I have a tiff file images which are the scanned documents. I have to read the text content for eg barcode, name of applicant, dob etc. Can someone please help with this. Once again my tiff files are scanned images.
Hi Dinesh, What you need is to translate images into text, this is done via 'OCR' or 'Optical Character Recognition'. There is no built-in library to do that, so you will need to find an OCR library to help you do the work.
Ulf Dittmer wrote:The best-known Java library for OCR is called Tesseract, you'll find that easily.
There are separate libraries for detecting barcodes; searching for "java barcode detection" or some such phrase will find them.
Hi Ulf Dittmer,
Can you please provide me some link where I can get some more details of Tesseract as how to implement in java/ how to use it in java.

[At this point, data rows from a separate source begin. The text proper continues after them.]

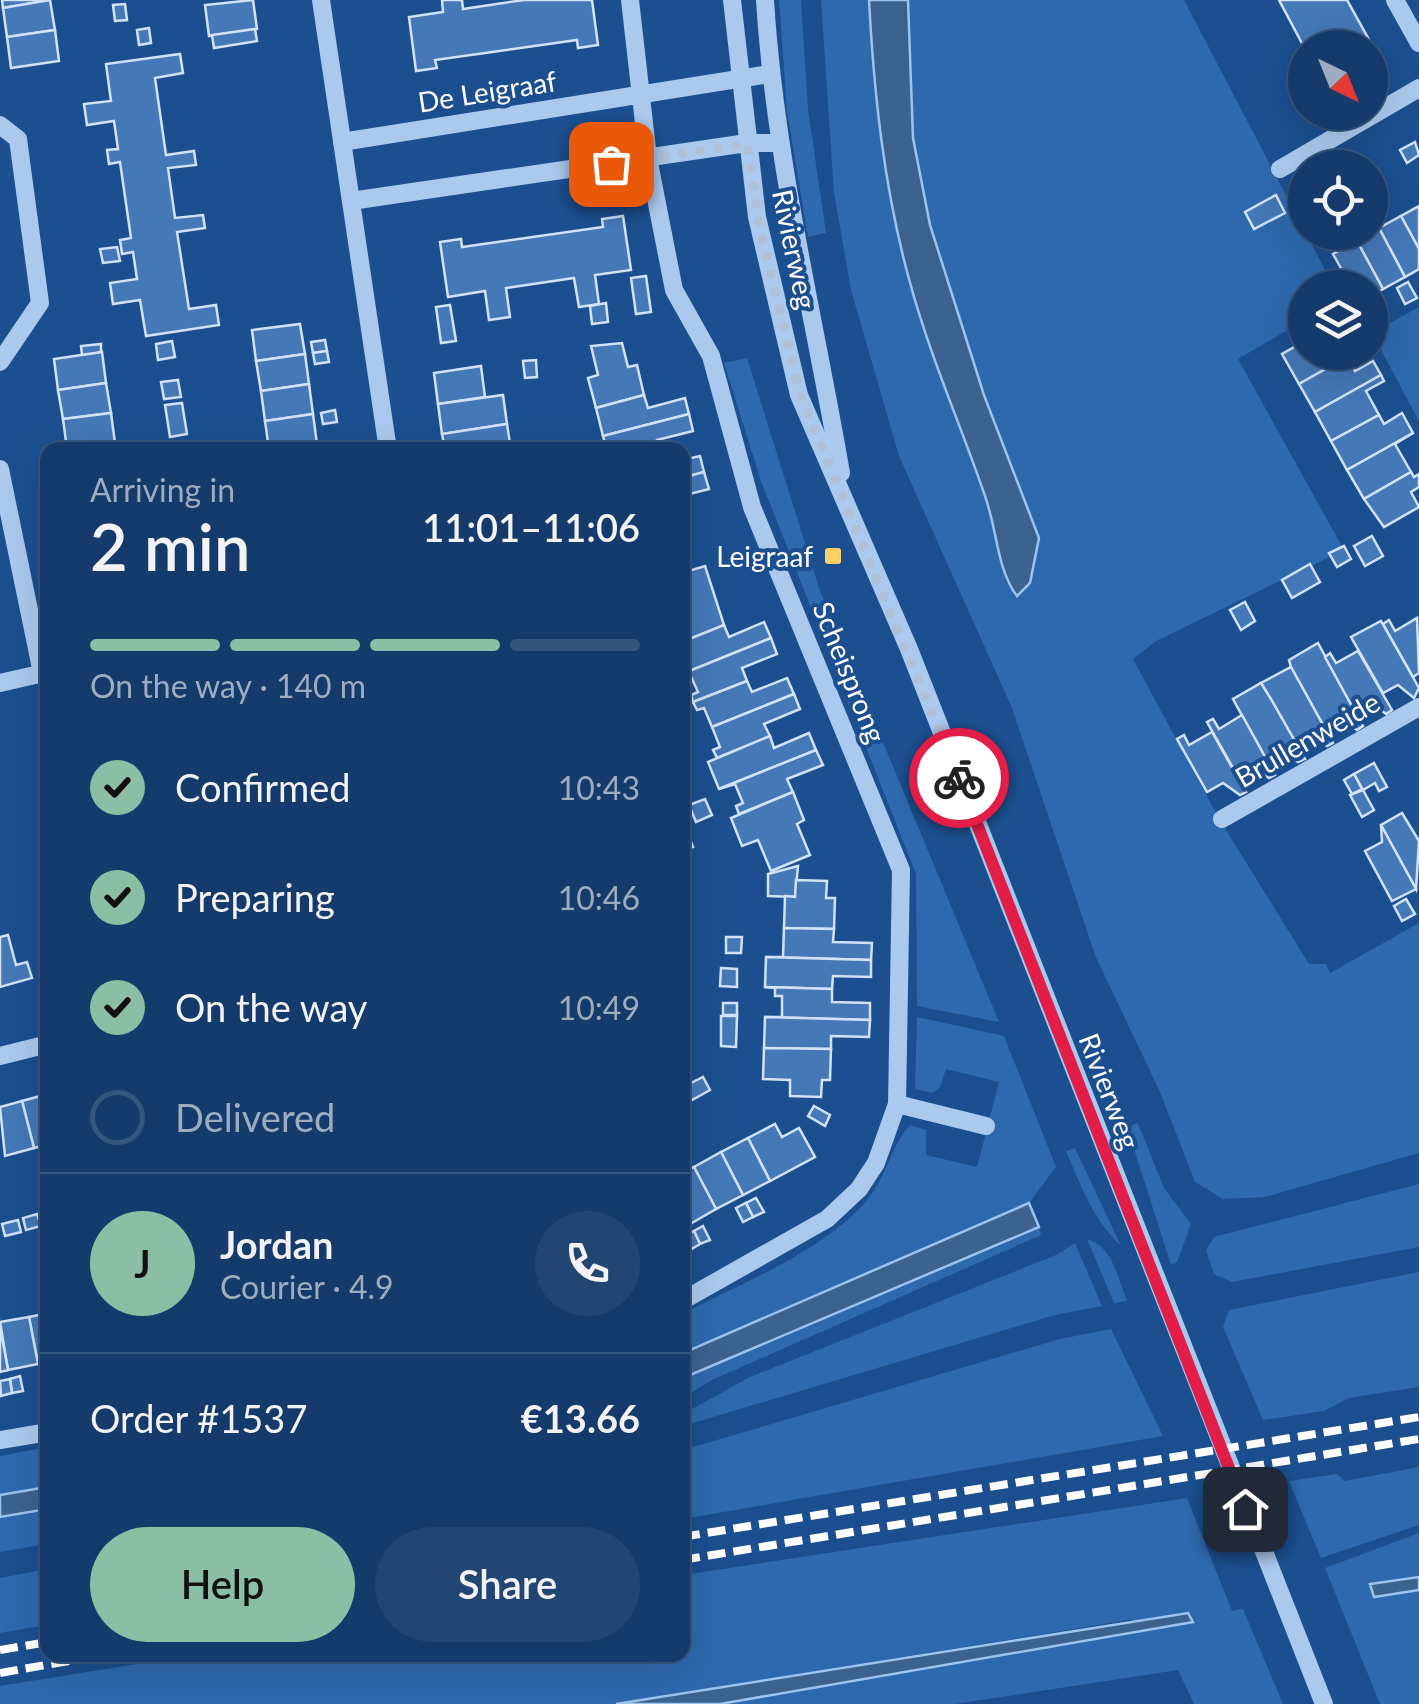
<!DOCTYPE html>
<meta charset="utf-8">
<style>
:root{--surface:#143b6b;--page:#214673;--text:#f1f3f6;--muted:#9dadc1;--line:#33557e;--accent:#8abfa5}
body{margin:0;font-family:Lato,sans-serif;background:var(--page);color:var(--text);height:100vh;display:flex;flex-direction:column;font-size:38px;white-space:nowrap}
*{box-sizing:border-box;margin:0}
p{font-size:32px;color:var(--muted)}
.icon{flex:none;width:55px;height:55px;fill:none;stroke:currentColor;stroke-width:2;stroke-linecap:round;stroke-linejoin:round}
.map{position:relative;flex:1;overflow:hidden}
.details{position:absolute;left:40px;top:442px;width:650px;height:1220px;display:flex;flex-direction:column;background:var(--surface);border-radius:20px;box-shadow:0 10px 40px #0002,0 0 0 2px var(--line)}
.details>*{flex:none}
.needle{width:65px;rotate:137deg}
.controls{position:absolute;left:1288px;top:30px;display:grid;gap:20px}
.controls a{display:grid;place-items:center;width:100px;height:100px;border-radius:50%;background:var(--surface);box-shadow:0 10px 40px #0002,0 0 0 2px var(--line);font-size:50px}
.pin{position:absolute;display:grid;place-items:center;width:85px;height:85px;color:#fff;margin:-42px;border-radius:20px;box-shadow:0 5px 15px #0006}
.courier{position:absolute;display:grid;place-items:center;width:100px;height:100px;margin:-50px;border:8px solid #e11d48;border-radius:50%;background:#fff;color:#222;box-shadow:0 2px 12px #0007}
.head em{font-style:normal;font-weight:600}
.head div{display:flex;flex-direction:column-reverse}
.head{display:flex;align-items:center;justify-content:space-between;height:170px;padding:0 50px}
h1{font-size:65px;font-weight:600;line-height:75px}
.bar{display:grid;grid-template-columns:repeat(4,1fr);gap:15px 10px;align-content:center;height:120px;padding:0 50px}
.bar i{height:12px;border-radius:8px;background:var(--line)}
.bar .selected{background:var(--accent)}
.bar p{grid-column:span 4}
.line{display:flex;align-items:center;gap:25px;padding:0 50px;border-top:2px solid var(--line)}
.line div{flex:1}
.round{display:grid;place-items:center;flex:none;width:105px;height:105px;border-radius:52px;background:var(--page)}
ol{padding:0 50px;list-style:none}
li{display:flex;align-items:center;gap:30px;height:110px}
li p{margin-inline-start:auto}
li .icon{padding:10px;border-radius:50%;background:var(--accent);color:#111;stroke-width:4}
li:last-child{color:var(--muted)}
li i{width:55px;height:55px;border:5px solid var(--line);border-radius:50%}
.action{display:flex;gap:20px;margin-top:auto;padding:20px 50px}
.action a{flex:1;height:115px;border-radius:60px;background:var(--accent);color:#111;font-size:40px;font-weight:600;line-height:115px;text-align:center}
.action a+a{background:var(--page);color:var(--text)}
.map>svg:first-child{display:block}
</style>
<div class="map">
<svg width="1419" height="1704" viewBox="0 0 1419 1704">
<rect width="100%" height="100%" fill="#1b4f8f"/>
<!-- green -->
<g fill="#2e69ad">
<path d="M779,0H801L808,109L826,233L808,237L787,111Z"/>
<path d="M821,0H869L884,166L909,277L936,366L995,522L1006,582L1016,596L1030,583L1024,497L958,321L930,225L913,138L908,0H1184L1334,287L1305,288V320L1238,359L1344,550L1156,641L1133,659L1221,822L1309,964H1326L1330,973L1419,923V1153L1265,1197L1223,1199L1195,1182L1160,1092L1095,955L1012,708L899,456L851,290L834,193Z"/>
<path d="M1419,307V421L1372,333Z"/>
<path d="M747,358L819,588L999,1022L917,1006L916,874L761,481L724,363Z"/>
<path d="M917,1017L1004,1036L1056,1167L1029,1203L683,1353V1314C742,1282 816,1255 863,1205C887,1179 889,1148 910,1125L926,1130V1155L977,1167L999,1082L946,1069L940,1087L933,1093L915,1089Z"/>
<path d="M1138,1123L1164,1188L1191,1224L1177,1262L1171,1265L1127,1127Z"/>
<path d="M1075,1148L1121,1246C1093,1220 1081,1186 1066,1151Z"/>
<path d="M1419,1184V1247L1232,1282L1214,1274L1206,1250L1214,1237Z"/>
<path d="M1039,1227L1041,1235L712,1380L683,1398L682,1378Z"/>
<path d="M1087,1239C1113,1246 1118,1279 1127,1301L1114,1303Z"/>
<path d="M1075,1243L1102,1306L1055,1315L683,1426V1414L750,1377L1056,1255Z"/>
<path d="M1419,1272V1387L1349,1398L1324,1411L1263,1420L1223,1327L1229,1310Z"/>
<path d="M1111,1329L1163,1436L683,1519V1450L1060,1339Z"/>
<path d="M47,1447V1487L0,1495V1456Z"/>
<path d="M1419,1467V1525L1321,1558L1289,1481L1337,1474L1345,1481Z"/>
<path d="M1187,1498L1232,1611L1243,1609L1283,1704H1194L1178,1670L955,1704H720L1192,1622L1128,1620L616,1704H0V1686L193,1655H682L683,1575Z"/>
<path d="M47,1509V1544L0,1552V1517Z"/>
<path d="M1419,1533V1704H1380L1325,1568Z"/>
<path d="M47,1569V1625L0,1633V1578Z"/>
</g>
<!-- water -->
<g fill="#3c6290" stroke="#9cc4f0" stroke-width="2.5">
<path d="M869,0H908L913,138L930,225L984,395L1039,538L1030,583L1017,596C997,570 997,529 985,496C960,423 929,354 909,279C884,188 874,94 869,0Z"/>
<path d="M1029,1203L1039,1227L683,1378V1353Z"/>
<path d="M47,1487V1509L0,1517V1495Z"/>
<path d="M1419,1577V1590L1374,1597L1370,1584Z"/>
<path d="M1188,1613L1193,1622L720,1704H616Z"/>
</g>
<!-- building -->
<g fill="#4478b7" stroke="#cfe3fa" stroke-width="2.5">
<path d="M2,0H50L3,8Z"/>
<path d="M50,0L55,30L7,37L3,8Z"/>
<path d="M253,0L257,29L209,36L205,5Z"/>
<path d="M442,0H462L463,9L524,0H592L598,45L578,48L577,40L435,60L437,68L416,71L409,17L443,12Z"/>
<path d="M1279,0H1347L1377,54L1370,58V48L1305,49Z"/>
<path d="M125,4L127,20L115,21L113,5Z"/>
<path d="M149,28L151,43L139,45L137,30Z"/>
<path d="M255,29L257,41L214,48L212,35Z"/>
<path d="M55,30L59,61L11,68L7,37Z"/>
<path d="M180,54L183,73L155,78L166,155L194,151L196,165L168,168L175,218L203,215L205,228L177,232L189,309L216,305L219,325L146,336L140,300L113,304L110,283L137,279L133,252L122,254L120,240L131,238L120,162L109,164L107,150L118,149L114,121L87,125L84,104L111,101L106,64Z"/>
<path d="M1415,142L1419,155L1407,163L1400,150Z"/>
<path d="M1276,195L1285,213L1254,229L1245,212Z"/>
<path d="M1419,206V249L1401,216Z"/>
<path d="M623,216L631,270L595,275L599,304L579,307L574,278L506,288L510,317L489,320L485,291L448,297L440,242L461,239L462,247L603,227L602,219Z"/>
<path d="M1401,216L1419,249V269L1405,277L1379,228Z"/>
<path d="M1379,228L1405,277L1383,289L1357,241Z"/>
<path d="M1357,241L1383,289L1370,296V288H1352L1333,254Z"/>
<path d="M117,247L120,261L103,263L100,249Z"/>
<path d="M646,276L651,312L636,314L631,278Z"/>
<path d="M1408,282L1417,298L1405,304L1397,288Z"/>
<path d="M1374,301L1384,317L1372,322L1370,303Z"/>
<path d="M606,303L608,322L592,324L590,306Z"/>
<path d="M450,305L456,341L441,343L436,307Z"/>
<path d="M300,324L305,354L256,361L252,330Z"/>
<path d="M325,340L327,351L313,353L311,342Z"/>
<path d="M172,341L175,357L158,360L156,344Z"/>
<path d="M1305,341V352H1345L1347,357L1299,384L1282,354Z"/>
<path d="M622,343L628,367L637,365L644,395L596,408L588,378L598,375L591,346Z"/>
<path d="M101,344V353L82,355L81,346Z"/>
<path d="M327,351L329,362L315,364L313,353Z"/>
<path d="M102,352L106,383L58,390L54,359Z"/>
<path d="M305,354L309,384L261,391L256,361Z"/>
<path d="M1347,357L1355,371L1373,361L1381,375L1315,412L1299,384Z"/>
<path d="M536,360L537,377L525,378L523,361Z"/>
<path d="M481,366L485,397L438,404L434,373Z"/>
<path d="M1381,375L1384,381L1366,391L1379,415L1331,441L1315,412Z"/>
<path d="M178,380L181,397L164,399L161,382Z"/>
<path d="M106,383L111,413L63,419L58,390Z"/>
<path d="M309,384L313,414L265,421L261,391Z"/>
<path d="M503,395L507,424L442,434L438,404Z"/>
<path d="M644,395L648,408L685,398L689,414L603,436L596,408Z"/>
<path d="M182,403L187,434L170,437L165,405Z"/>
<path d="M335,410L337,422L323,424L321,413Z"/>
<path d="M111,413L115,443L67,449L63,419Z"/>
<path d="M1402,413L1413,433L1347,470L1331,441L1379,415L1384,424Z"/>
<path d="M313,414L317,444L269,450L265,421Z"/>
<path d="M689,414L693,431L657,440L659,450H607L603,436Z"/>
<path d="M507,424L511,450H445L442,434Z"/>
<path d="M1413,433L1395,444L1411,472L1364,499L1347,470Z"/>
<path d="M115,443L116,450L67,449Z"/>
<path d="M700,456L704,472L682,478V460Z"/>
<path d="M704,472L709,489L682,496V478Z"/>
<path d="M1411,472L1414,477L1419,474V487L1411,492L1419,507L1384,527L1364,499Z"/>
<path d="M1372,536L1383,556L1365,566L1354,546Z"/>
<path d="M1344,546L1351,559L1337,567L1329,553Z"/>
<path d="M1310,564L1320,582L1292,598L1282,580Z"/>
<path d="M705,566L724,625L682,642V573Z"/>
<path d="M1245,602L1255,621L1241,630L1230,610Z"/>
<path d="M1417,618L1419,673L1413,677L1383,624L1389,620L1395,631Z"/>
<path d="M1381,621L1419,688L1414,698L1398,685L1383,693L1351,637Z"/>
<path d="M764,622L771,638L682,674V642L724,625L729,637Z"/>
<path d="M771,638L777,654L742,668L747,681L693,702L691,695L698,692L689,672L682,674Z"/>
<path d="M1318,643L1363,726L1357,730L1340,718L1324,727L1291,667L1289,660Z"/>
<path d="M1358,651L1392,710L1386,714L1369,701L1354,710L1325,657L1330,653L1336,663Z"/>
<path d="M1291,667L1333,743L1327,746L1310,734L1295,742L1261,683Z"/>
<path d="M787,678L794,694L712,727L704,708L697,710L693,702L747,681L752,692Z"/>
<path d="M1261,683L1271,699L1305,759L1298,762L1281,750L1266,759L1233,699Z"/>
<path d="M794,694L800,709L764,724L770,736L717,758L713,750L720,747L712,727Z"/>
<path d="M1242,715L1275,775L1269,778L1252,766L1237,775L1207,722L1213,719L1219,729Z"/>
<path d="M1212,732L1246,792L1240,795L1223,783L1207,792L1177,739L1184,735L1189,745Z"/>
<path d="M809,733L816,750L719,789L708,762L770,736L774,748Z"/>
<path d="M816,750L823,765L787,779L793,792L739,814L736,806L743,803L735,784L719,789Z"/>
<path d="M1374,763L1387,787L1379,791L1375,783L1363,790L1354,774Z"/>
<path d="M1354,774L1362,789L1352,794L1344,780Z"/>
<path d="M1363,790L1374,810L1362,817L1350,795Z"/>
<path d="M793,792L804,820L797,824L810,855L771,871L758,840L742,846L731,818Z"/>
<path d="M705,799L712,815L696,822L689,805Z"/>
<path d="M1402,813L1419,841L1416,889L1381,825Z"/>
<path d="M682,818L693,847L682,851Z"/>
<path d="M1381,825L1416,889L1392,901L1365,851L1382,842Z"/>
<path d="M798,866L795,897L768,896V874Z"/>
<path d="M796,880L827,881L826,898H835L834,929L784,928L785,896L795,897Z"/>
<path d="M1406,899L1415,914L1402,921L1394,906Z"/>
<path d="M784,928L834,929L833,942L872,943L871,960L766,957H783Z"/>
<path d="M8,935L16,965L27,962L32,978L0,987V937Z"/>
<path d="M726,937H742L741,953H726Z"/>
<path d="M766,957L871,960V977L833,976L832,989L765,987Z"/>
<path d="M721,968L737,969V987L720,986Z"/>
<path d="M765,987L832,989V1002L870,1003V1020L765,1017H782V996H775V988Z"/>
<rect x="723" y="1003" width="14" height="12"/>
<path d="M721,1016H737L736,1047L721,1046Z"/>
<path d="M765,1017L870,1020L869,1037L831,1036V1049L764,1048Z"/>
<path d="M764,1048L831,1049L830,1080H822L821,1097L790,1096V1080L763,1079Z"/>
<path d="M703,1077L710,1090L692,1100L685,1086Z"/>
<path d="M48,1094V1145L34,1148L22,1101Z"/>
<path d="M22,1101L34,1148L5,1156L0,1107Z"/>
<path d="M814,1106L830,1115L825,1126L808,1116Z"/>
<path d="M775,1124L782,1137L799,1128L815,1157L770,1181L748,1138Z"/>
<path d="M748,1138L770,1181L743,1195L721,1152Z"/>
<path d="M721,1152L743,1195L716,1209L694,1167Z"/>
<path d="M694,1167L716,1209L690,1224L682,1210V1173Z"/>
<path d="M756,1198L764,1212L753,1217L746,1203Z"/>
<path d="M746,1203L753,1217L743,1222L736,1208Z"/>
<path d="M37,1214L41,1226L26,1230L23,1218Z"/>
<path d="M18,1220L21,1232L5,1236L2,1224Z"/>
<path d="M703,1226L710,1240L700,1244L694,1231Z"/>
<path d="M694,1231L700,1244L690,1250L683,1237Z"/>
<path d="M48,1313V1363L38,1364L29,1317Z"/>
<path d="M29,1317L38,1364L8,1370L0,1322Z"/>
<path d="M0,1326L8,1370L0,1372Z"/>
<path d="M20,1376L23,1391L12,1393L10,1379Z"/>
<path d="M10,1379L12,1393L1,1396L0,1381Z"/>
</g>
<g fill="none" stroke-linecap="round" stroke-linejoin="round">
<!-- minor -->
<g stroke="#a9c9ee" stroke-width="18">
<path d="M321,0L388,450"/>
<path d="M630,0L648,158L674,290L711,356L752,507L901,870L897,1104L876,1163L859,1189L827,1219L682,1301"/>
<path d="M732,0L757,217L799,395L909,649L1324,1704"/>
<path d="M765,0C775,161 814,315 841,473"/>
<path d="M1395,0L1419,43"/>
<path d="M0,125L18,139L40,303L0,362"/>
<path d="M342,142L769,74"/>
<path d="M1280,169L1419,88"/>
<path d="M351,201L747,143H778"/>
<path d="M0,469L42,673"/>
<path d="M0,683L48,672"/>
<path d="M1222,819L1419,707"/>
<path d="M0,1056L48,1044"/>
<path d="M897,1104L986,1126"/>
<path d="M0,1440L48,1432"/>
</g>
<!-- rail -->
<g stroke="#fff" stroke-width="8" stroke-dasharray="18 8" stroke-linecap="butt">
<path d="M682,1537L1419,1417"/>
<path d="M682,1560L1419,1439"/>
<path d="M0,1650L48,1642"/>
<path d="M0,1673L103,1655"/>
</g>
</g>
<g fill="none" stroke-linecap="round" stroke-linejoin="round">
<!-- done -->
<path stroke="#afc1d8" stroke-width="10" stroke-dasharray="0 18" d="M611,164L747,144L762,238L800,394L959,778"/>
<!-- route -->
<path stroke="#e11d48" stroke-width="12" d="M959,778L1245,1509"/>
</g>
<!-- markers -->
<rect fill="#ffd166" stroke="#1b4f8f" stroke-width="4" x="823" y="546" width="20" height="20" rx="5"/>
<g text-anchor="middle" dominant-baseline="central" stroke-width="8" stroke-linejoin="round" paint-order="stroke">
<!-- street labels -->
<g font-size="28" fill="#fff" stroke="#1b4f8f">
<text transform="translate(487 91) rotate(-9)">De Leigraaf</text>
<text transform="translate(795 249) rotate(78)">Rivierweg</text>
<text transform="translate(850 672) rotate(68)">Scheisprong</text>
<text transform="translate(1307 739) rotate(-30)">Brullenweide</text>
<text transform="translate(1110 1091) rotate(69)">Rivierweg</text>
</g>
<!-- poi labels -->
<g font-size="28" fill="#fff" stroke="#1b4f8f" text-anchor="end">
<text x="813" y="556">Leigraaf</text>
</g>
</g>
</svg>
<div class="controls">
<a><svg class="needle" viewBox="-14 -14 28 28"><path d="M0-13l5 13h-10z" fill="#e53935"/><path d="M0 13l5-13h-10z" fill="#9dadc1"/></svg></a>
<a><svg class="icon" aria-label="locate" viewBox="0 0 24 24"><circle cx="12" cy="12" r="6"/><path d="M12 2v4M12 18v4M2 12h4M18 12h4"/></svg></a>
<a><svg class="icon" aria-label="layers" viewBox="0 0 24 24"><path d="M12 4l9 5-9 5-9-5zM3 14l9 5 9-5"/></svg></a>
</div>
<div class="pin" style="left:611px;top:164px;background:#ea580c"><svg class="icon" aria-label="bag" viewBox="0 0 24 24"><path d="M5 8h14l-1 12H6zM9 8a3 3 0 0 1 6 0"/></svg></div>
<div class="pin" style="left:1245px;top:1509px;background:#1f2937"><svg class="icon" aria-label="home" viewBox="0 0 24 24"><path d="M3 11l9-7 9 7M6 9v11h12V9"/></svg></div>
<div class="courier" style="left:959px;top:778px"><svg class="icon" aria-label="bike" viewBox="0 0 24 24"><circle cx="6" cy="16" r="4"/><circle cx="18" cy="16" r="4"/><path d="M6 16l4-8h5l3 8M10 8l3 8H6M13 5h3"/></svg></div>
<section class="details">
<div class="head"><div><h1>2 min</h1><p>Arriving in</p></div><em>11:01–11:06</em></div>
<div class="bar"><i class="selected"></i><i class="selected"></i><i class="selected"></i><i></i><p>On the way · 140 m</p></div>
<ol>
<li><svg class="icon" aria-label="check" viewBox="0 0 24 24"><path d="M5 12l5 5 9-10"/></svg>Confirmed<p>10:43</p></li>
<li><svg class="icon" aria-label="check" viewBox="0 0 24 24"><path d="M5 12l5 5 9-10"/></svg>Preparing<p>10:46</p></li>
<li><svg class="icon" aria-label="check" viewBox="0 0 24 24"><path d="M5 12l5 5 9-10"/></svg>On the way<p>10:49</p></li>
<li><i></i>Delivered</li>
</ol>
<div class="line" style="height:180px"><b class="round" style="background:var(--accent);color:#111">J</b><div><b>Jordan</b><p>Courier · 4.9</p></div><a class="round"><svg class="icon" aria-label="phone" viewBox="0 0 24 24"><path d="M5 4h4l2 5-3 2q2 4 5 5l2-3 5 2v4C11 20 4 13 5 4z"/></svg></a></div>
<div class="line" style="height:130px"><div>Order #1537</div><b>€13.66</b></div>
<div class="action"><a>Help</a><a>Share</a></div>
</section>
</div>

I have googled for Tesseract but did'nt succeed in understanding it.
Joined: Mar 22, 2005
I've never used Tesseract, so I can't help. But I notice that there's an extensive FAQ on the site, and it also has forums. Those should get you going.
Joined: Jul 18, 2012
I have done image reading through aspriseOCR.jar and aspriseTIFF.jar but this is paid version. Is Tesseract a free for commercial use.
I am posting the code below which I used to read tiff content and also we have to put to DevIL.dll,ILU.dll & AspriseOCR.dll in windows/system32.
Joined: Jul 18, 2012
This time I am trying to read tiff image content through tesseract. I have download tesseract.exe and install. I am running the tesseract using command prompt and got the following error.
Tesseract Open Source OCR Engine v3.02 with Leptonica
Cannot open input file: 700466293_00000001.tif
now my query is how to install leptonica, I have downloaded leptonica-1.68-win32-lib-include-dirs.zip, can some one please tell how to implement this with tesseract
The below command is working fine to read tif file and will generate out.txt having tiff text content.
Actually I was giving wrong file name and was Tesseract Open Source OCR Engine v3.02 with Leptonica error.